I expect there will eventually be an agreement of a production cut. That, combined with capital spending declines, will allow prices to recover. At $20 / barrel, parties around the world are strongly incentive to allow prices to recover. The question becomes, in a complicated time, how do you play such a period.
Investment Recommendation
There are a number of potential ways to play this environment. I recommend starting out with the Vanguard Energy ETF (NYSEARCA: VDE). The ETF has a near 25% stake in ExxonMobil, and a dividend approaching 5%. With the 10-year treasury dropping below 1%, that spread is >4%, and you're insulated from individual company bankruptcies.
Alternatively, I recommend taking a look at some of the oil majors or MLPs. MLPs have a double-digit dividend, and some, like Wes Midstream (NYSE: WES) have a dividend of more than 20%. AMLP (NYSEARCA: AMLP) has a dividend yield of more than 12%. Even the classic secure midstream companies, like Kinder Morgan (NYSE: KMI), have a dividend >5%.
Investing in companies affected by the broader market sell-down, like Berkshire Hathaway (NYSE: BRK.A) (NYSE: BRK.B), which has the cash pile to take advantage of market turn downs, and ~3% of its value tied in Occidental Petroleum (NYSE: OXY) is also something I'll be doing. Given the high IV of options currently, there's plenty of ways investors can build a portfolio of quality companies at double-digit yields.

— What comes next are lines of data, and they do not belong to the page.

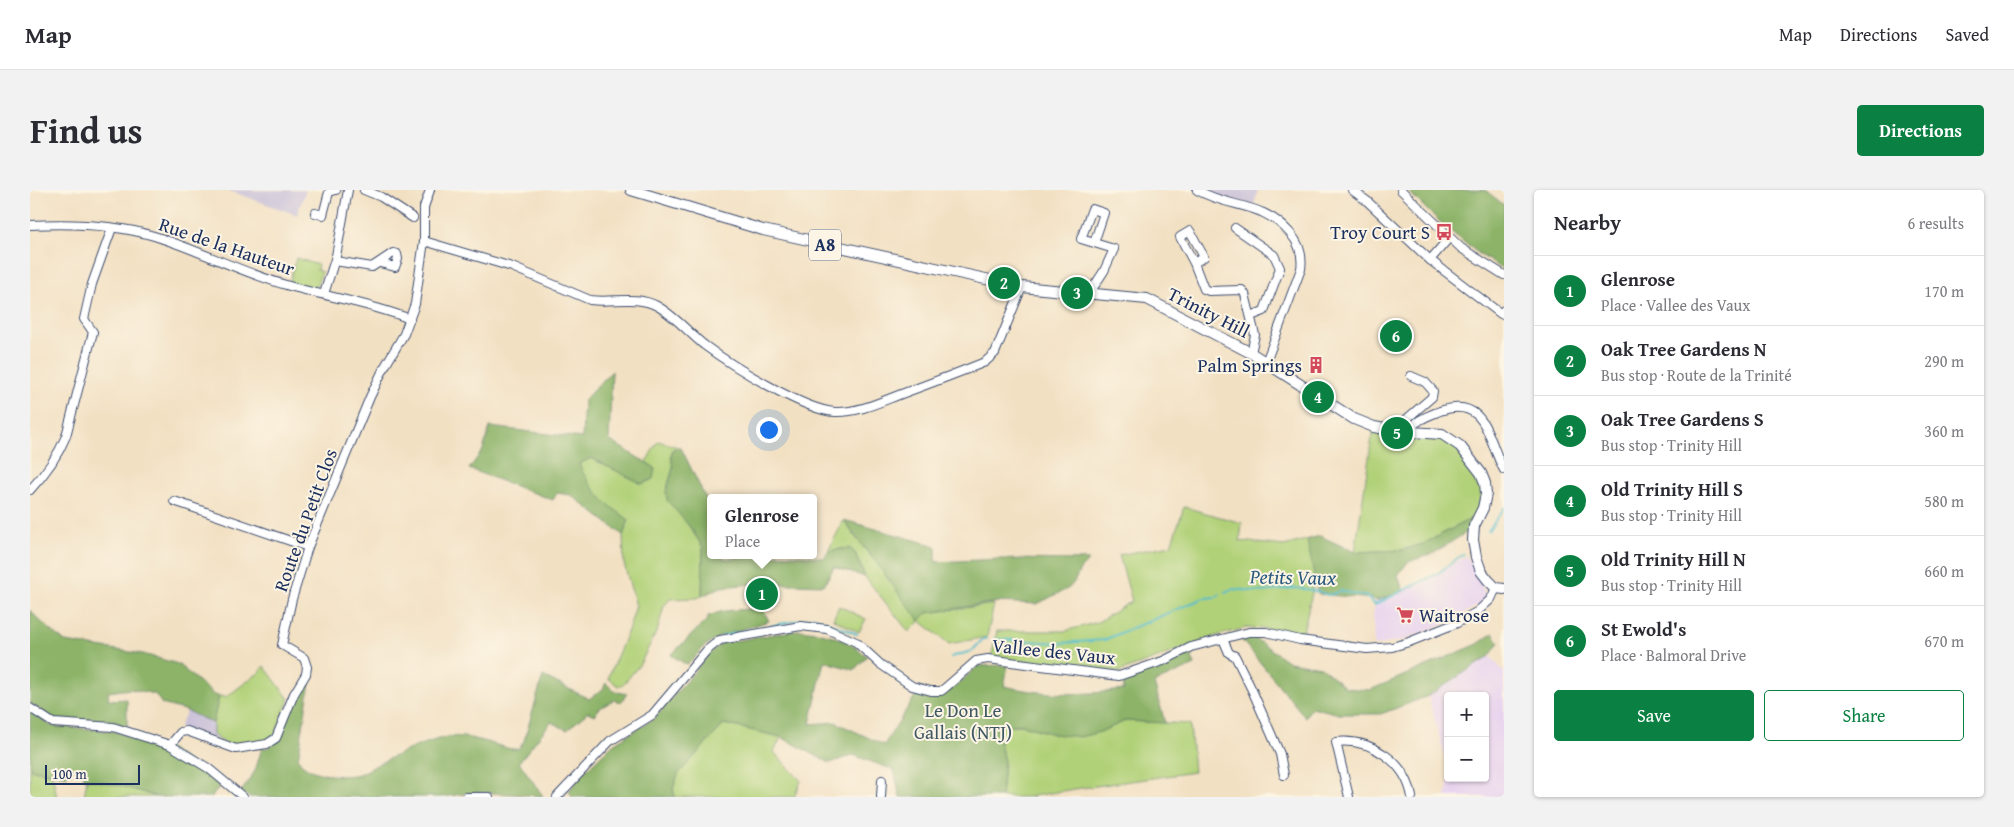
<!DOCTYPE html>
<html lang="en">
<head>
<meta charset="utf-8">
<style>
  :root { --surface:#fff; --page:#f2f2f3; --text:#2b2b33; --muted:#7c7c81; --line:#e1e1e2; --accent:#0b8043 }
  body { margin:0; font-family:"Gentium Book Plus",serif; background:var(--page); color:var(--text) }
  .controls { position:absolute; right:15px; bottom:15px; display:grid; overflow:hidden; border-radius:5px; box-shadow:0 1px 4px #0004 }
  .controls button { width:45px; height:45px; display:grid; place-items:center; padding:0; border:0; border-bottom:1px solid var(--line); background:var(--surface); color:var(--text); font:25px sans-serif }
  .scale { position:absolute; left:15px; bottom:12px; width:95px; box-sizing:border-box; padding-left:5px; border:2px solid #1b2f5e; border-top:0; font-size:14px; line-height:18px; white-space:nowrap; color:#1b2f5e; -webkit-text-stroke:4px #fcf5e5; paint-order:stroke }
  .you { position:absolute; left:738px; top:239px; width:18px; height:18px; margin:-12px; border:4px solid #fff; border-radius:50%; background:#1a73e8; box-shadow:0 0 0 8px #1a73e833 }
  .badge { display:grid; place-items:center; width:32px; height:32px; border-radius:50%; background:var(--accent); color:#fff; font-size:16px; font-weight:700 }
  .pin { position:absolute; translate:-50% -50%; border:2px solid #fff; box-shadow:0 1px 5px #0006 }
  .popup { position:absolute; left:677px; top:304px; width:110px; height:65px; box-sizing:border-box; display:grid; place-content:center; border-radius:5px; background:var(--surface); filter:drop-shadow(0 1px 4px #0005); font-size:16px; white-space:nowrap; color:var(--muted) }
  .popup b { font-size:19px; color:var(--text) }
  .popup::after { content:''; position:absolute; left:50%; top:100%; margin-left:-10px; border:10px solid transparent; border-top-color:var(--surface) }
  .list { margin:0; padding:0; list-style:none }
  h2 { display:flex; justify-content:space-between; align-items:center; height:65px; margin:0; padding:0 20px; font-size:21px }
  h2 small { font-size:16px; font-weight:400; color:var(--muted) }
  .list li { display:grid; grid-template-columns:32px 1fr auto; gap:15px; align-items:center; box-sizing:border-box; height:70px; padding:0 20px; border-top:1px solid var(--line) }
  .list b { display:block; font-size:19px; white-space:nowrap }
  .list p { margin:0; font-size:16px; white-space:nowrap; color:var(--muted) }
  .list em { font-size:16px; font-style:normal; color:var(--muted) }
  .actions { display:flex; gap:10px; padding:15px 20px }
  .actions a { flex:1; padding:11px 0; border:1px solid var(--accent); border-radius:5px; text-align:center; font-size:18px; color:var(--accent) }
  .actions .main { background:var(--accent); color:#fff }
  .map { position:relative; flex:none; width:1474px; height:607px; overflow:hidden; border-radius:5px }
  header { display:flex; align-items:center; gap:30px; box-sizing:border-box; height:70px; padding:0 25px; background:var(--surface); border-bottom:1px solid var(--line) }
  header strong { font-size:24px }
  nav { display:flex; gap:28px; margin-inline-start:auto; font-size:18px }
  .intro { display:flex; align-items:center; justify-content:space-between; box-sizing:border-box; height:120px; padding:0 30px }
  h1 { margin:0; font-size:35px }
  .button { padding:12px 22px; border-radius:5px; background:var(--accent); color:#fff; font-size:18px; font-weight:700 }
  main { display:flex; gap:30px; padding:0 30px }
  aside { flex:1; background:var(--surface); border-radius:5px; box-shadow:0 1px 4px #0004 }
  .map>svg:first-child { display:block }
  .built { fill:#e7d2ef }
  .industrial { fill:#c8bfd8 }
  .green { fill:#b1d178; stroke:#66806b }
  .forest { fill:#8cb368; stroke:#547163 }
  .lines { fill:none; stroke-linecap:round; stroke-linejoin:round }
  .stream { stroke:#51bdcc; stroke-width:2 }
  .minor-casing { stroke:#3b4a6d; stroke-width:10 }
  .major-casing { stroke:#3b4a6d; stroke-width:12 }
  .minor { stroke:#fff; stroke-width:8 }
  .major { stroke:#fff; stroke-width:10 }
  .labels { text-anchor:middle; stroke-width:4; stroke-linejoin:round; paint-order:stroke }
  .shield { fill:#fcf5e5; stroke:#5e6a86; stroke-width:1 }
  .shield-label { font-size:18px; font-weight:bold; fill:#1b2f5e }
  .poi-label { font-size:19px; fill:#1b2f5e; stroke:#fcf5e5; text-anchor:end }
  .street-label { font-size:19px; fill:#1b2f5e; stroke:#fcf5e5 }
  .park-label { font-size:19px; fill:#405864; stroke:#fcf5e5 }
  .water-label { font-size:20px; font-style:italic; fill:#2b5a7f; stroke:#fcf5e5 }
</style>
</head>
<body>
<header>
<strong>Map</strong>
<nav><a>Map</a><a>Directions</a><a>Saved</a></nav>
</header>
<div class="intro"><h1>Find us</h1><a class="button">Directions</a></div>
<main>
<div class="map">
<svg width="1474" height="607" viewBox="0 0 1474 607">
  <rect width="100%" height="100%" fill="#fcf5e5"/>
  <filter id="ink" filterUnits="userSpaceOnUse"><feTurbulence type="fractalNoise" baseFrequency=".02" numOctaves="2"/><feDisplacementMap in="SourceGraphic" scale="10" xChannelSelector="R" yChannelSelector="G"/><feConvolveMatrix kernelMatrix="1 2 1 2 8 2 1 2 1" color-interpolation-filters="sRGB"/></filter>
  <filter id="wash" filterUnits="userSpaceOnUse"><feTurbulence type="fractalNoise" baseFrequency=".0096" numOctaves="4" result="noise"/><feDisplacementMap in="SourceGraphic" scale="20" xChannelSelector="R" yChannelSelector="G"/><feGaussianBlur stdDeviation="1.12" result="paint"/><feColorMatrix in="noise" values="0 0 0 0 0 0 0 0 0 0 0 0 0 0 0 0 0 1.4 0 .05"/><feComposite in="paint" operator="in"/></filter>
  <g filter="url(#wash)">
    <rect width="100%" height="100%" fill="#f2e0c2"/>
    <g class="built">
      <path d="M1436 366 1444 377 1454 401 1456 410 1420 432 1370 451 1344 456 1343 425 1346 411 1391 394Z"/>
      <path d="M1460 466 1474 482V607H1416L1419 588H1455V506H1418V578L1398 506Z"/>
    </g>
    <g class="industrial">
      <path d="M197 0H276L267 25Z"/>
      <path d="M1176 0H1228L1224 15 1189 6Z"/>
      <path d="M157 521 183 533V544L191 551 149 537Z"/>
    </g>
    <g class="green">
      <path d="M266 68 288 75 287 80 292 82 285 99 259 93Z"/>
      <path d="M1343 240 1401 246 1420 252 1449 287 1452 304 1446 326 1393 354 1372 360 1325 362Z"/>
      <path d="M628 251 651 258 643 259 641 265 643 278 636 302 673 357 672 406 667 408 640 409 634 416 628 439 610 474 592 496H588L578 488 599 438 606 416 594 374 593 345 599 330C573 312 562 303 548 274L561 268 625 278 616 272Z"/>
      <path d="M1154 317 1212 333 1210 351 1254 356 1290 346 1282 403 1272 446 1235 439 1216 438 1189 445 1089 482 961 468 967 441H1035L1068 432 1102 411 1089 365 1141 355Z"/>
      <path d="M814 330C836 366 868 394 897 423L964 414 957 447 919 454 890 431 879 442 835 387 825 363 819 358 798 361Z"/>
      <path d="M809 416 836 429 829 442 803 429Z"/>
      <path d="M234 476 259 509 244 547 237 552 206 557 191 551 183 544V533L189 506 196 507 230 482Z"/>
      <path d="M1095 531 1160 534 1164 582 1038 600 998 607H971L974 571 966 535H993L1023 544 1070 542Z"/>
      <path d="M694 534 751 547 744 562 771 591 764 607H645L643 599 648 584Z"/>
      <path d="M0 577 3 580 22 584 27 607H0Z"/>
      <path d="M57 589 92 596 128 607H54Z"/>
    </g>
    <g class="forest">
      <path d="M1377 0H1455L1474 15V80C1437 58 1407 30 1377 0Z"/>
      <path d="M582 181 579 250 625 278 623 289 612 294 561 268 549 274C561 301 575 313 599 330L593 345 541 305 527 303 523 310 439 279 453 260 460 237 552 248 554 210Z"/>
      <path d="M651 258 681 319V365H693L694 369C727 364 761 363 794 368L798 361 819 358 825 363 835 387 804 377 794 395 732 393 691 397 672 406 673 357 660 337 637 310 636 302 643 278 641 265 643 259Z"/>
      <path d="M1446 326 1442 339 1402 364 1378 372 1368 385 1373 401 1346 411 1344 409 1288 404 1277 350 1290 346 1325 362 1372 360 1393 354Z"/>
      <path d="M814 330 906 356V372L970 369 1059 370 1051 378 1044 392 1039 398 1007 414 968 412 897 423 890 431C874 413 862 393 847 374 836 359 824 346 814 330Z"/>
      <path d="M732 418 739 431 691 446 675 456 657 475 641 465 678 429V426L693 421Z"/>
      <path d="M0 420 8 429 35 452 113 464 148 474 184 505 189 506 183 533 157 521 132 514 125 504 100 499 78 502 79 510 97 509V537L72 530H25L0 513Z"/>
      <path d="M769 440C799 443 812 447 837 466L824 480 794 471 780 534 805 532 854 555 887 503C921 507 924 497 948 476L978 475 974 496C1017 506 1051 505 1094 500L1092 489 1159 460 1165 475 1124 493 1135 533 1095 531 1070 542 1050 547 1023 544 993 535H966L974 571 971 607H870L864 580 823 565 800 573 751 547 694 534 648 584 643 599 645 607H542L539 601 553 583 583 554 625 528 680 463 692 453Z"/>
      <path d="M1463 443 1469 452 1460 466 1398 506 1351 524H1309L1282 517 1275 527 1210 448 1223 447 1259 472 1291 477 1316 498 1340 500 1448 454Z"/>
      <path d="M278 486H281L268 569C277 585 307 587 324 585 333 584 344 576 352 572 373 562 394 552 417 547 437 544 461 554 481 559H488L494 551 513 486 559 509 573 499 576 493 584 501 597 504 591 512 584 510 570 518 564 525 558 522 537 540 521 532 489 572 513 606 447 602 411 607H219L211 602 225 581 232 558H238L249 549 266 507Z"/>
      <path d="M0 521 21 536 82 541 139 558 191 594 182 607H128L92 596 54 588 53 580 37 578V586L3 580 0 577Z"/>
    </g>
    <g class="lines">
      <g class="stream">
        <path d="M1458 341 1474 318"/>
        <path d="M1195 402 1203 399 1233 402 1262 398 1277 399 1299 405 1311 401 1337 407 1344 415 1407 384 1433 364"/>
        <path d="M693 446 784 427 827 444"/>
        <path d="M964 449 1031 453 1074 450 1174 408 1187 407 1190 404"/>
        <path d="M921 467 942 461 953 449H957"/>
      </g>
    </g>
  </g>
  <g filter="url(#ink)">
    <g class="lines">
      <g class="minor-casing">
        <g id="minor">
          <path d="M334 0 351 7 383 28"/>
          <path d="M1167 0C1200 19 1232 11 1260 43 1270 54 1273 65 1271 79L1236 172"/>
          <path d="M1322 0 1337 11 1400 70 1419 48"/>
          <path d="M1371 0 1431 58 1474 85"/>
          <path d="M285 23 293 25 299 2 306 0"/>
          <path d="M0 35C41 33 84 34 124 46 169 60 211 82 256 95 297 107 340 113 380 129"/>
          <path d="M1205 38 1244 65 1250 78 1234 121 1221 126"/>
          <path d="M394 51 482 77 560 110C583 113 606 105 627 116 644 125 659 143 674 155 701 175 773 220 805 222 829 223 852 211 874 203 901 193 928 183 955 172L965 163 992 97"/>
          <path d="M1400 70 1471 124 1474 120"/>
          <path d="M305 71 342 77 363 63 367 64 368 69 365 77 350 73"/>
          <path d="M1164 73 1174 67 1160 41 1150 47 1164 73 1174 99 1179 101 1212 100 1215 104 1225 145 1221 163"/>
          <path d="M294 104 306 66 318 0"/>
          <path d="M1059 104 1074 81 1084 59 1051 49 1062 19 1074 23 1064 53"/>
          <path d="M1366 241 1372 233 1402 207 1403 201 1395 192 1381 186"/>
          <path d="M1378 242C1385 230 1398 226 1410 221 1457 205 1457 250 1474 280"/>
          <path d="M0 300C15 284 28 266 36 246L63 142 54 129 62 94 82 38"/>
          <path d="M144 311 278 357"/>
          <path d="M1193 449 1199 463 1205 466 1222 500 1250 564 1254 585"/>
          <path d="M0 518 23 533 83 537 140 555 178 578 213 607"/>
          <path d="M140 555 151 542 157 541 206 559 237 554 246 548 264 504 276 484 277 477 274 468 252 455 262 409 278 357 340 207 354 178 374 144 385 114 394 51V17L400 0"/>
          <path d="M436 607H459"/>
          <path d="M527 607 580 551 622 525 677 460 690 450 771 436 797 439 826 452 850 474 882 496 901 501H911L915 498 946 471 958 469 1089 486 1133 471 1161 457 1219 442H1236L1270 450 1337 459 1362 457 1379 452 1427 433 1448 421 1461 409 1466 398"/>
          <path d="M851 607 852 590"/>
          <path d="M1319 607 1306 552C1341 548 1376 572 1382 607"/>
        </g>
      </g>
      <g class="major-casing">
        <path id="major" d="M601 0 733 40 992 97 1117 109 1221 163 1324 229 1344 237 1366 241 1412 244 1430 256 1451 283 1455 293 1456 304 1453 318 1444 336 1443 350 1446 367 1451 381 1458 390 1466 398 1474 399"/>
      </g>
      <use href="#minor" class="minor"/>
      <use href="#major" class="major"/>
    </g>
  </g>
  <defs>
    <g id="bus-bare" transform="scale(1.35)"><path d="M-5-6H5V4H4V6H2V4H-2V6H-4V4H-5ZM-3.5-4V0h7V-4ZM-3.5 1.2v1.5H-2V1.2ZM2 1.2v1.5H3.5V1.2Z" fill="#d1495b" stroke="#fcf5e5" stroke-width="2.5" paint-order="stroke"/></g>
    <g id="building-bare" transform="scale(1.35)"><path d="M-4-6H4V6H1V3H-1V6H-4ZM-2.5-4.3h1.7v1.8h-1.7ZM.8-4.3h1.7v1.8H.8ZM-2.5-1h1.7V.8h-1.7ZM.8-1h1.7V.8H.8Z" fill="#d1495b" stroke="#fcf5e5" stroke-width="2.5" paint-order="stroke"/></g>
    <g id="supermarket-bare" transform="scale(1.35)"><path d="M-6-5.5h2.5l.6 2H6L4.5 2H-2.5L-4.4-4H-6ZM-1.5 3.2a1.3 1.3 0 1 0 .1 0ZM3 3.2a1.3 1.3 0 1 0 .1 0Z" fill="#d1495b" stroke="#fcf5e5" stroke-width="2.5" paint-order="stroke"/></g>
  </defs>
  <g fill-rule="evenodd">
    <use href="#bus-bare" x="1414" y="42"/>
    <use href="#building-bare" x="1286" y="175"/>
    <use href="#supermarket-bare" x="1375" y="425"/>
  </g>
  <g class="labels">
    <rect class="shield" x="779" y="39.5" width="32" height="31" rx="4"/>
    <g class="shield-label">
      <text x="795" y="61">A8</text>
    </g>
    <g class="poi-label">
      <text x="1400" y="49">Troy Court S</text>
      <text x="1272" y="182">Palm Springs</text>
      <text x="1389" y="432" text-anchor="start">Waitrose</text>
    </g>
    <g class="street-label">
      <text transform="translate(197 56) rotate(19)" y="7">Rue de la Hauteur</text>
      <text transform="translate(1179 122) rotate(27)" y="7">Trinity Hill</text>
      <text transform="translate(275 330) rotate(-70)" y="7">Route du Petit Clos</text>
      <text transform="translate(1024 461) rotate(6)" y="7">Vallee des Vaux</text>
    </g>
    <g class="park-label">
      <text x="933" y="527">Le Don Le<tspan x="933" dy="22">Gallais (NTJ)</tspan></text>
    </g>
    <g class="water-label">
      <text transform="translate(1263 387) rotate(1)" y="7">Petits Vaux</text>
    </g>
  </g>
</svg>
<div class="controls">
<button>+</button>
<button>−</button>
</div>
<div class="scale">100 m</div>
<div class="you"></div>
<div class="pin badge" style="left:732px;top:404px">1</div>
<div class="popup"><b>Glenrose</b>Place</div>
<div class="pin badge" style="left:974px;top:93px">2</div>
<div class="pin badge" style="left:1047px;top:103px">3</div>
<div class="pin badge" style="left:1288px;top:207px">4</div>
<div class="pin badge" style="left:1367px;top:243px">5</div>
<div class="pin badge" style="left:1366px;top:146px">6</div>
</div>
<aside>
<h2>Nearby<small>6 results</small></h2>
<ul class="list">
<li><span class="badge">1</span><div><b>Glenrose</b><p>Place · Vallee des Vaux</p></div><em>170 m</em></li>
<li><span class="badge">2</span><div><b>Oak Tree Gardens N</b><p>Bus stop · Route de la Trinité</p></div><em>290 m</em></li>
<li><span class="badge">3</span><div><b>Oak Tree Gardens S</b><p>Bus stop · Trinity Hill</p></div><em>360 m</em></li>
<li><span class="badge">4</span><div><b>Old Trinity Hill S</b><p>Bus stop · Trinity Hill</p></div><em>580 m</em></li>
<li><span class="badge">5</span><div><b>Old Trinity Hill N</b><p>Bus stop · Trinity Hill</p></div><em>660 m</em></li>
<li><span class="badge">6</span><div><b>St Ewold's</b><p>Place · Balmoral Drive</p></div><em>670 m</em></li>
</ul>
<div class="actions"><a class="main">Save</a><a>Share</a></div>
</aside>
</main>
</body>
</html>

For those who want to see our current model portfolio, I recommend signing up for a 2-week free trial of The Energy Forum.
Conclusion
Oil markets had a tough time this past week, and I expect the coming weeks could be even tougher. The joint issues of COVID-19, OPEC+ falling apart, and recessionary fears could be the thing that tips over a market that in 2019 and early-2020 looked like it was starting to stabilize. The last time this happened, in the late-1990s, with an OPEC war among partners, prices dropped to ~$17 / barrel adjusted for inflation.
Despite that, company budgets and planning, along with the spending of the countries in OPEC, shows that long-term, prices ~$60 / barrel Brent are required. That means that either capital budgets will have to decline significantly, decreasing production, or an agreement will have to be reached. Either way, with Saudi Arabia looking at a revenue drop of >20% its GDP, a decision will need to be reached.
Investment opportunities are aplenty. Safe investors can look at something like Berkshire Hathaway. Otherwise, the Vanguard Energy ETF is yielding 5%. Income focused investors can have bargains abound in the MLP sector. Alternatively, one could construct their own portfolio of quality large cap oil companies with the yield of the majors approaching 10%.